Make bids for your child’s attention

Published Categorized as behaviour management, self esteem, Wellbeing

As parents/carers I am sure nearly all of us are aware of the guilt induced as we balance our exhaustion, perpetual tasks and life busy-ness with the greater amount of attention we feel we would ideally or should be giving our children. Every time our child makes a bid for our attention and we consider if we have enough resource within us to fully engage, it can sometimes be pure guilt that is the decider! We are often purely reactive and our child’s bid might have a hit and miss success.
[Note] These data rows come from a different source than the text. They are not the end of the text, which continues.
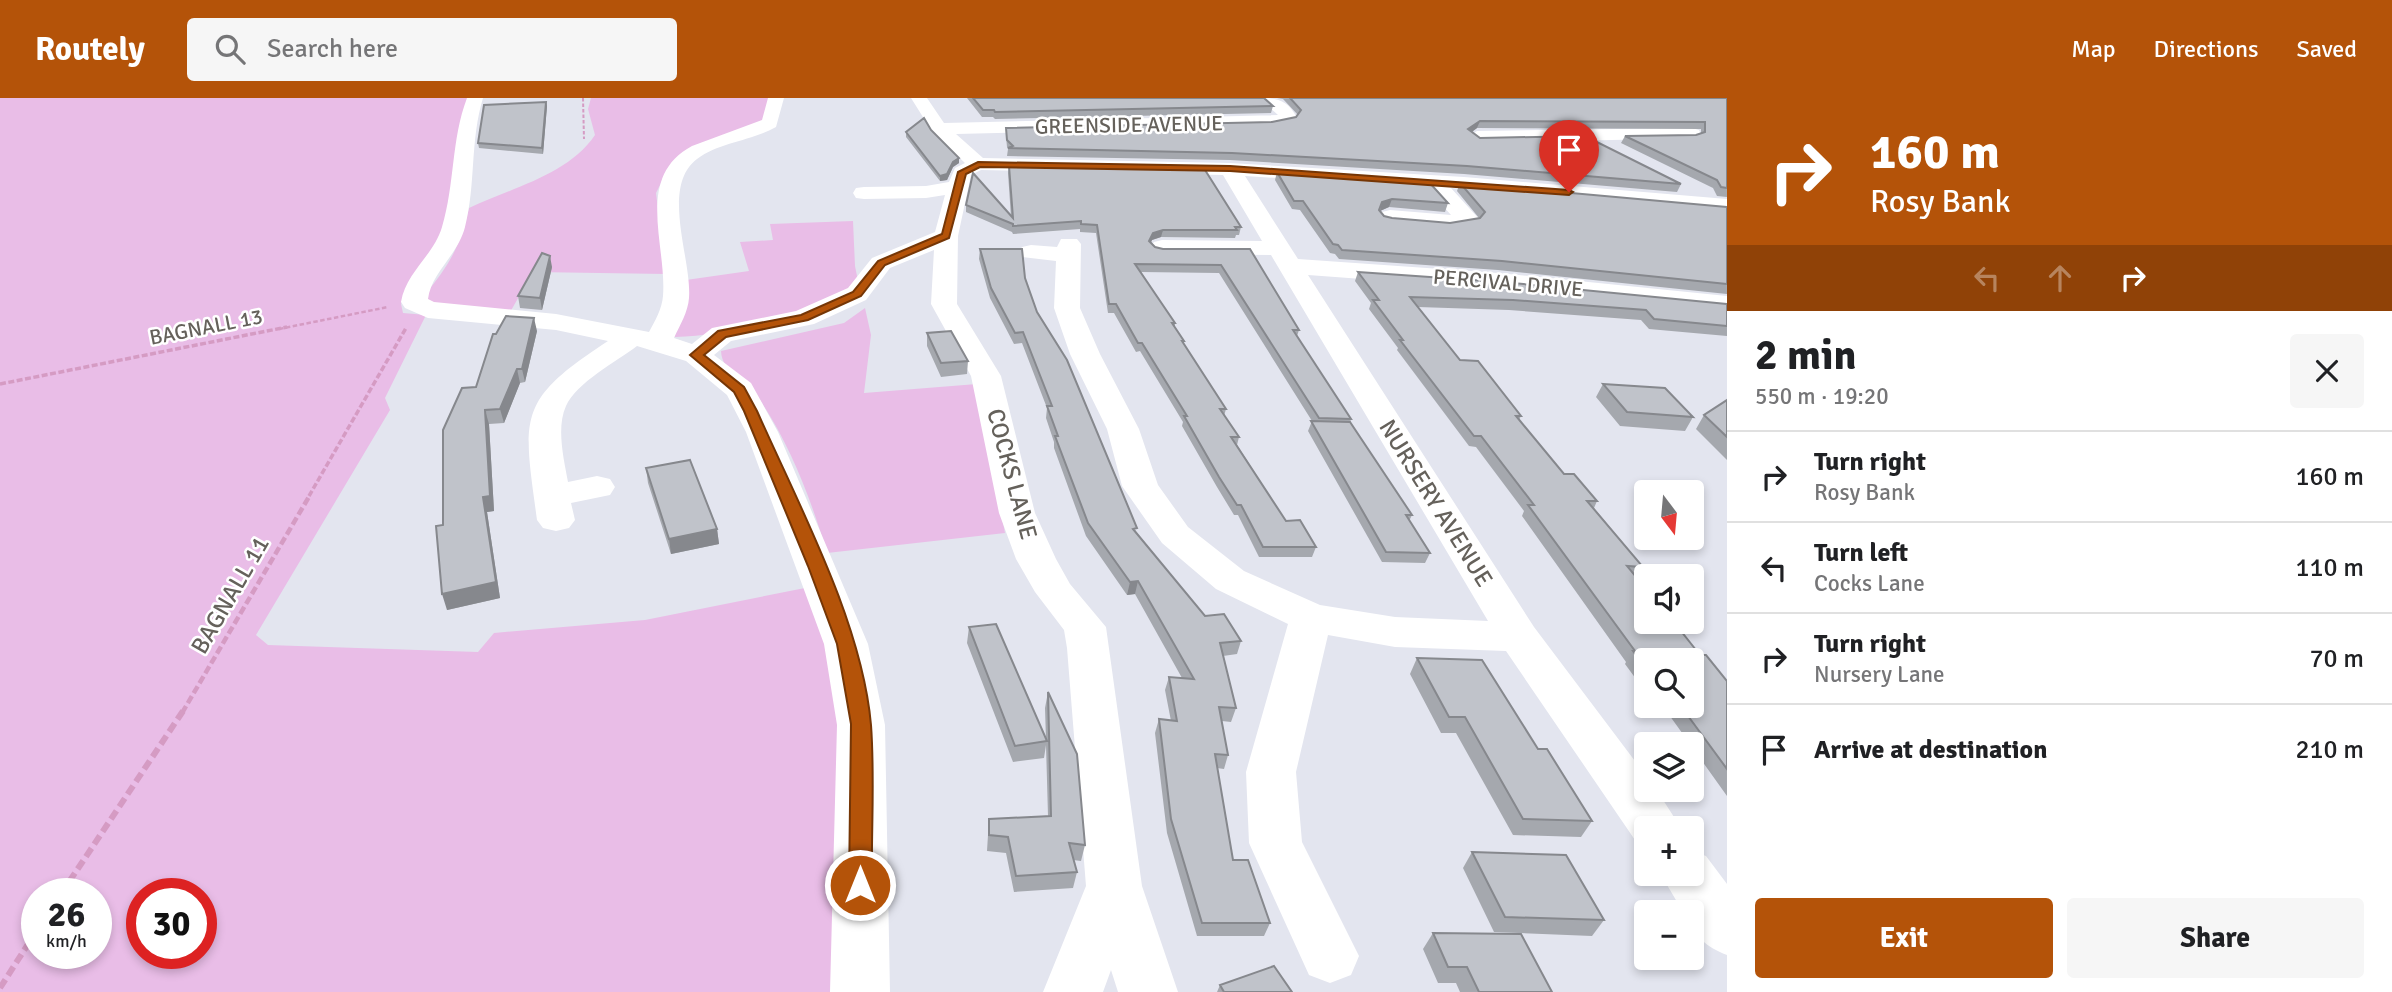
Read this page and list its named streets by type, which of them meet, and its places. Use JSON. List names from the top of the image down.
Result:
{
  "streets": {
    "street": [
      "GREENSIDE AVENUE",
      "PERCIVAL DRIVE",
      "COCKS LANE",
      "NURSERY AVENUE"
    ],
    "path": ["BAGNALL 13", "BAGNALL 11"]
  },
  "crossings": [
    ["PERCIVAL DRIVE", "NURSERY AVENUE"],
    ["BAGNALL 13", "BAGNALL 11"]
  ],
  "north": "bottom",
  "page": {
    "header": "Routely",
    "search": "Search here",
    "nav": ["Map", "Directions", "Saved"],
    "turn": ["160 m", "Rosy Bank"],
    "heading": ["2 min", "550 m · 19:20"],
    "list": [
      {
        "name": "Turn right",
        "note": "Rosy Bank",
        "value": "160 m"
      },
      {
        "name": "Turn left",
        "note": "Cocks Lane",
        "value": "110 m"
      },
      {
        "name": "Turn right",
        "note": "Nursery Lane",
        "value": "70 m"
      },
      {
        "name": "Arrive at destination",
        "value": "210 m"
      }
    ],
    "map_buttons": ["+", "−"],
    "speed": "26 km/h",
    "limit": "30",
    "buttons": ["Exit", "Share"]
  }
}
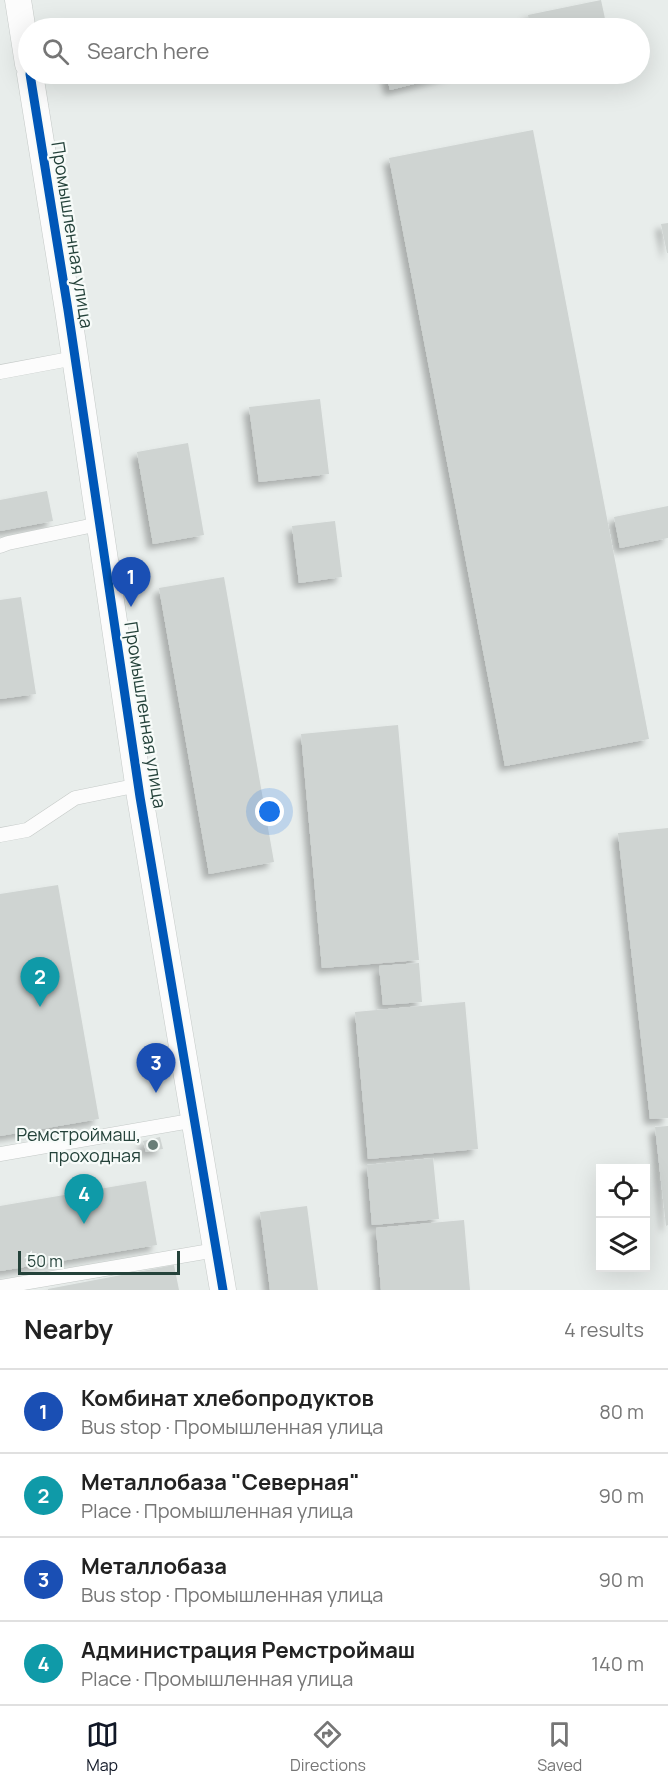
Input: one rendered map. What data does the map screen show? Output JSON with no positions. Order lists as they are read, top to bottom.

Our children always want our attention. Much of their behaviour – both helpful and unhelpful – can be about trying to get our attention. It’s no surprise. We are the most interesting thing in their lives. We’re interactive, we’re the majority of what they know and they relish our focus. We are also their prime source of care and love. No wonder they want us! But we can’t, understandably, give them attention incessantly; we have so many other things that need doing!

So what’s the answer? I think this lies in a simple approach – one you might already do of course – but you could probably always do a bit more of: make regular, deliberate bids for your child’s attention. If our child is the one mostly or always having to make the bids, they will never be satisfied. They will feel that they are always the one asking. That kind of imbalance in adult relationships can make us unhappy so you can imagine the impact on children. Each time they make a bid they are also putting themselves into the position of being vulnerable to the impact of your response. They might feel acceptance of you respond positively, or if you’re too busy, feel rejected. If they always have to do the asking, they can be left feeling like you don’t really want to spend time with them, you don’t enjoy them and in the worst-case scenarios you don’t like them. You can’t rely on children to be rational about this. The health of your relationship and their feelings towards it, is their world.

Making bids for your child’s attention need not be huge either. It could be asking them to come for a walk with you, settling to a book together or asking them to help you cook a meal. The key thing is you seek them out and you demonstrate your wish to be with them. It doesn’t have to be really frequent either. As long as you are doing the asking, your child will feel valued.

I’ll also add that if your child does engage in tricky behaviours, these are very likely to settle, as much behaviour is about trying to get your time and focus. Some children work out that negative behaviours get attention really quickly. This demonstrates how much a child craves attention and is prepared to do anything to get it – even preferring negative attention over none at all. You shift your behaviour slightly by making more bids for your child’s attention and your child’s emotions and behaviour will nearly always respond beneficially as you are so key in your child’s life. For the child this is all subconscious of course.

This ‘tool’ makes me think of the saying, ‘a stitch in time, save nine’. A little intentional and proactive attention towards your child can save a lot of mopping up of negative behaviours in the long run!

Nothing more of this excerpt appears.